→ **Exercise details**
If a line in the listing below includes the word "Schönbrunn", pick it out.
┌────────
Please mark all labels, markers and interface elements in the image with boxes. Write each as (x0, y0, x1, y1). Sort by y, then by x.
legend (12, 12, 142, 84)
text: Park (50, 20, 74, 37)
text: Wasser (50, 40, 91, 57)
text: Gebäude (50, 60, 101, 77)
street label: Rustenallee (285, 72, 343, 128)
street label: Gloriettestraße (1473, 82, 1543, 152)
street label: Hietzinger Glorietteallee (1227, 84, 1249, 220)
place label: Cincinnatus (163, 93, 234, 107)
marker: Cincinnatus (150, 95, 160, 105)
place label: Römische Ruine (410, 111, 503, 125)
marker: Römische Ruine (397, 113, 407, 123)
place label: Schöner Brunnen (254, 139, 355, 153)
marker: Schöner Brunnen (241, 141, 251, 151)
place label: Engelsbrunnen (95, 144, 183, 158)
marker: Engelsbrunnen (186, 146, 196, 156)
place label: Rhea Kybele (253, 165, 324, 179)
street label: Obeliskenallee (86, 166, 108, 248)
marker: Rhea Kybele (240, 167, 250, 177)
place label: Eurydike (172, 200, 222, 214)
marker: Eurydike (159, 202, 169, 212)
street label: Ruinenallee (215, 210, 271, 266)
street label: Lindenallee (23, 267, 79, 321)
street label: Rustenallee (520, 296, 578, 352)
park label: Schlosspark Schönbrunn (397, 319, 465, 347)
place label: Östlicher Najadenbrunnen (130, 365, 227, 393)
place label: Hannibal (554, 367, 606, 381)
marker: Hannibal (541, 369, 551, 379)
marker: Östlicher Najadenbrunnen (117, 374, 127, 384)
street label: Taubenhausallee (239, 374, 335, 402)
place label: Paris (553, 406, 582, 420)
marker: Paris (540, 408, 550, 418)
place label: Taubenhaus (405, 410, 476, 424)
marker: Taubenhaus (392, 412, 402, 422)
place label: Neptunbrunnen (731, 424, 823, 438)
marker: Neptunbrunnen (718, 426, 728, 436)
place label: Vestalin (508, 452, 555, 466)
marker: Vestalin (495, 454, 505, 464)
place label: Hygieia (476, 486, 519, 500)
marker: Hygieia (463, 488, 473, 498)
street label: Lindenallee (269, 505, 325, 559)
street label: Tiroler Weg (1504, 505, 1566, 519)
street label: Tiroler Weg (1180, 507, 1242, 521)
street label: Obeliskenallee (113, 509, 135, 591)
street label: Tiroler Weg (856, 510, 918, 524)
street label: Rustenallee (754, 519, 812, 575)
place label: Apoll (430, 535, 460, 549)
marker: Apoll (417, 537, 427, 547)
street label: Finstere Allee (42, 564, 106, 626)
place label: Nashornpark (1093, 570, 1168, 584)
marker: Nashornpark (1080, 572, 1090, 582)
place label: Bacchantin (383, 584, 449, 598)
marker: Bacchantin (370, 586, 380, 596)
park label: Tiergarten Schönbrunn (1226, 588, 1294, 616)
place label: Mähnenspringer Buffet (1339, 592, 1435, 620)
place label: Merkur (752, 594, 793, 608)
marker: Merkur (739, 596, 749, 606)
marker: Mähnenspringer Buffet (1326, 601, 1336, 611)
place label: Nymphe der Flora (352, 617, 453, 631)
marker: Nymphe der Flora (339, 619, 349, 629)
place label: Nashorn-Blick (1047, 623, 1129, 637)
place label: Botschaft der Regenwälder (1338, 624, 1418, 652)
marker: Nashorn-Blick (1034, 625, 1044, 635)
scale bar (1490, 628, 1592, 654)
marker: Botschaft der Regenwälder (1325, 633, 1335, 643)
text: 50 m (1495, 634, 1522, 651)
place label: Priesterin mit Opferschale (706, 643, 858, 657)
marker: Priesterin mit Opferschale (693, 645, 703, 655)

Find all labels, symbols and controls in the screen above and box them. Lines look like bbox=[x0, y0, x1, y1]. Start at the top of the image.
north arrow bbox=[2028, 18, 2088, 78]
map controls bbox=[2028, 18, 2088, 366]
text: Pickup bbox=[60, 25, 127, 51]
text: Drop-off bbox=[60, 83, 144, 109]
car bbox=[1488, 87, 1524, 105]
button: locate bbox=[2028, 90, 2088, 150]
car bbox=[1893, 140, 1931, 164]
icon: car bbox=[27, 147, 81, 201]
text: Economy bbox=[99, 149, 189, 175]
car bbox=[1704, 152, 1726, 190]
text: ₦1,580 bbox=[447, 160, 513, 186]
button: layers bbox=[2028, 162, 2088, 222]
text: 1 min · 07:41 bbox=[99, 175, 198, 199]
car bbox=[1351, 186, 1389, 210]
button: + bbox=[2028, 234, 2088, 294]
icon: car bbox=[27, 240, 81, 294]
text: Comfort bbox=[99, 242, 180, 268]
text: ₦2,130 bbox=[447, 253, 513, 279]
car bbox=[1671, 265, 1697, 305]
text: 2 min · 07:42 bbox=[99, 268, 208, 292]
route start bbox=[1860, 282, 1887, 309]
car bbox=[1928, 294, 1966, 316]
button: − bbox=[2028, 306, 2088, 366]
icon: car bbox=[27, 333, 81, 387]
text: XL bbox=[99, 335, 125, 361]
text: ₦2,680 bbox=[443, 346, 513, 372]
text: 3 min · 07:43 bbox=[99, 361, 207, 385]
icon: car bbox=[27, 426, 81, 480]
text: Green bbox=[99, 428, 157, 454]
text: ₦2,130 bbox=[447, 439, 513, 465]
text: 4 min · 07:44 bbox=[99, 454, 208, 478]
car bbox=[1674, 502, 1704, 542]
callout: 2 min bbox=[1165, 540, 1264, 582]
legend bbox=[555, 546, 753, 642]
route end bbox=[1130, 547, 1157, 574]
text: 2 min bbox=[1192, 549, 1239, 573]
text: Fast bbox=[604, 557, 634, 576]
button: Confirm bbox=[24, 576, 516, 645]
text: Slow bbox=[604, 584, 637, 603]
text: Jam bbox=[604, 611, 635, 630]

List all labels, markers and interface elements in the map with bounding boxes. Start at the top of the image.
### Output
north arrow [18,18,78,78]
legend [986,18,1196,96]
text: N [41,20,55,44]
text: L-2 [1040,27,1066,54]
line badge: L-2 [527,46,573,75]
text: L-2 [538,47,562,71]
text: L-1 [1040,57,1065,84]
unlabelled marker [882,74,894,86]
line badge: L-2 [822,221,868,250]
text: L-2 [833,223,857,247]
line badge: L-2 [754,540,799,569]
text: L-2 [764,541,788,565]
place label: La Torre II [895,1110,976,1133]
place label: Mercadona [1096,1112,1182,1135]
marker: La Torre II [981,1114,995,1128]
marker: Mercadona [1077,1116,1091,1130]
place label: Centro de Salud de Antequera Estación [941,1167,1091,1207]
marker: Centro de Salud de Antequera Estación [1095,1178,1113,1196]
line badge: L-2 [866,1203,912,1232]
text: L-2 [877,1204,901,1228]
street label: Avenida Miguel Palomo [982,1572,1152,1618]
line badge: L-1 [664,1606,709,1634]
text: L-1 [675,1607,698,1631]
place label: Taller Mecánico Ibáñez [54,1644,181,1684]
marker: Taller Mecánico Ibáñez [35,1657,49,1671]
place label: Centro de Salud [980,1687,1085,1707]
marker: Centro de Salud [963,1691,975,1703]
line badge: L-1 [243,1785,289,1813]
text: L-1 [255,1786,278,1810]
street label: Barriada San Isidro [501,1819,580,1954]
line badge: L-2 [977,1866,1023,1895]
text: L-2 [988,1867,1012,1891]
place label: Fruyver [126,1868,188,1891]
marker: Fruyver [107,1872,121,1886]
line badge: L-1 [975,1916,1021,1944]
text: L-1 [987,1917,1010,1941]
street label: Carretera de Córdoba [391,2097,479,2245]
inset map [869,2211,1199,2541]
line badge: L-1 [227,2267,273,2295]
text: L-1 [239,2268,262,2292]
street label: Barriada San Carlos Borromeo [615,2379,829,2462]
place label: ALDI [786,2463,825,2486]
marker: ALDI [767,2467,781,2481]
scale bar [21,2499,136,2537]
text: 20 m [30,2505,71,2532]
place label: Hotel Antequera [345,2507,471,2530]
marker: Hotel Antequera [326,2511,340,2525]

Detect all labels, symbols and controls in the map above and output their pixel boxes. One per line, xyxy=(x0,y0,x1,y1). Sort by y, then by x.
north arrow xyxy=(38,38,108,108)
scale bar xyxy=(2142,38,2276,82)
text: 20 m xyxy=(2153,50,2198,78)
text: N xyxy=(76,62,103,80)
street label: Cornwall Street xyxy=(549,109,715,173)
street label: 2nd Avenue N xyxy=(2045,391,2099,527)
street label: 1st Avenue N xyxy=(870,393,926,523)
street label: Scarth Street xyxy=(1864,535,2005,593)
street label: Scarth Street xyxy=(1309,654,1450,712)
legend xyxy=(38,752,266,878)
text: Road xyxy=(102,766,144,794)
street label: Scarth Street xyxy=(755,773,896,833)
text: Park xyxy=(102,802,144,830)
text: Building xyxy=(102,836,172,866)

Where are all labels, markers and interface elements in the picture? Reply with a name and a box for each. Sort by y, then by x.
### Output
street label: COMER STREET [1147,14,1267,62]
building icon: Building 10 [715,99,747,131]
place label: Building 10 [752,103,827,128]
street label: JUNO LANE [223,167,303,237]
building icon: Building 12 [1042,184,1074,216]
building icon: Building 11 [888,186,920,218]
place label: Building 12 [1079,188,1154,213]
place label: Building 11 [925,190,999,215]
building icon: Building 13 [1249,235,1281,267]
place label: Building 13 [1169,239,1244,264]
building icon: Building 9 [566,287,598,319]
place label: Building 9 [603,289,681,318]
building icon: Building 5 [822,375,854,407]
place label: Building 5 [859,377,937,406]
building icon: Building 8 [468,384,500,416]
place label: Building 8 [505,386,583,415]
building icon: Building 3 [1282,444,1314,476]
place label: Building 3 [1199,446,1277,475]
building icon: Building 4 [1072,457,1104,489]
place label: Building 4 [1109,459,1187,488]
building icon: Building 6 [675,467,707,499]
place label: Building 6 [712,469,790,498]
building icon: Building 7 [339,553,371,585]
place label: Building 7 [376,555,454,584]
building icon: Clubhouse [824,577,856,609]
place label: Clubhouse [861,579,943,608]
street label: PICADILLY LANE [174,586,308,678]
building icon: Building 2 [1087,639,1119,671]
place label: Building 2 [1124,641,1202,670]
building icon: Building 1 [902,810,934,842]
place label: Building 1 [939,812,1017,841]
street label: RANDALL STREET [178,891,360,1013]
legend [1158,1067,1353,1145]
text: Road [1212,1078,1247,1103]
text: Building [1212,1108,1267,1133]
└────────
→ **Output for this exercise**
park label: Schlosspark Schönbrunn (397, 319, 465, 347)
park label: Tiergarten Schönbrunn (1226, 588, 1294, 616)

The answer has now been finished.